┌────────

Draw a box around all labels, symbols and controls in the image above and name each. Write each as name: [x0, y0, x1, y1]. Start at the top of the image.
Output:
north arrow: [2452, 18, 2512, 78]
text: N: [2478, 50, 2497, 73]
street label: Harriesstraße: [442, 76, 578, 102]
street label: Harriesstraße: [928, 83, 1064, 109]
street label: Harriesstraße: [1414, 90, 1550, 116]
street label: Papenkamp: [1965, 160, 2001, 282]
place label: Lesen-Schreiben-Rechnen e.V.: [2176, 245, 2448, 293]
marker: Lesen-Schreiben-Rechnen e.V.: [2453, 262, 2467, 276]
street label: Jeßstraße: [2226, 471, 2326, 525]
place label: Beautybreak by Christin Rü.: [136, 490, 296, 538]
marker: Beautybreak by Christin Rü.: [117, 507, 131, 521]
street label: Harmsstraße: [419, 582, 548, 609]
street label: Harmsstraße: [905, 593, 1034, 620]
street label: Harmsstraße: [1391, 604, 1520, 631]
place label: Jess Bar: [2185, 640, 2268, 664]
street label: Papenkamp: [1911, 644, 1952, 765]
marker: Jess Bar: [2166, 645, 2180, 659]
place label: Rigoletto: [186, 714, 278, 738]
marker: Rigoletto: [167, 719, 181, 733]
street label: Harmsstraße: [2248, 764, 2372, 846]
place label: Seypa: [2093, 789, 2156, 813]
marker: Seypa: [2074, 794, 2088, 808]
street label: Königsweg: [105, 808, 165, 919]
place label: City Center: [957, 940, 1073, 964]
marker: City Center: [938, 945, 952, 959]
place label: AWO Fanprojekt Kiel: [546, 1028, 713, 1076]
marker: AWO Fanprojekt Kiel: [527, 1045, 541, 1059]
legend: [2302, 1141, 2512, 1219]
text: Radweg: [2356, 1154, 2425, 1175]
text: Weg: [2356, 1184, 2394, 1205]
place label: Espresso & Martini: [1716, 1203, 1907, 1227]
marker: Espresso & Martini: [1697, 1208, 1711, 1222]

└────────

Lines above with "place" in them are the ones to copy.

**Expected output**
place label: Lesen-Schreiben-Rechnen e.V.: [2176, 245, 2448, 293]
place label: Beautybreak by Christin Rü.: [136, 490, 296, 538]
place label: Jess Bar: [2185, 640, 2268, 664]
place label: Rigoletto: [186, 714, 278, 738]
place label: Seypa: [2093, 789, 2156, 813]
place label: City Center: [957, 940, 1073, 964]
place label: AWO Fanprojekt Kiel: [546, 1028, 713, 1076]
place label: Espresso & Martini: [1716, 1203, 1907, 1227]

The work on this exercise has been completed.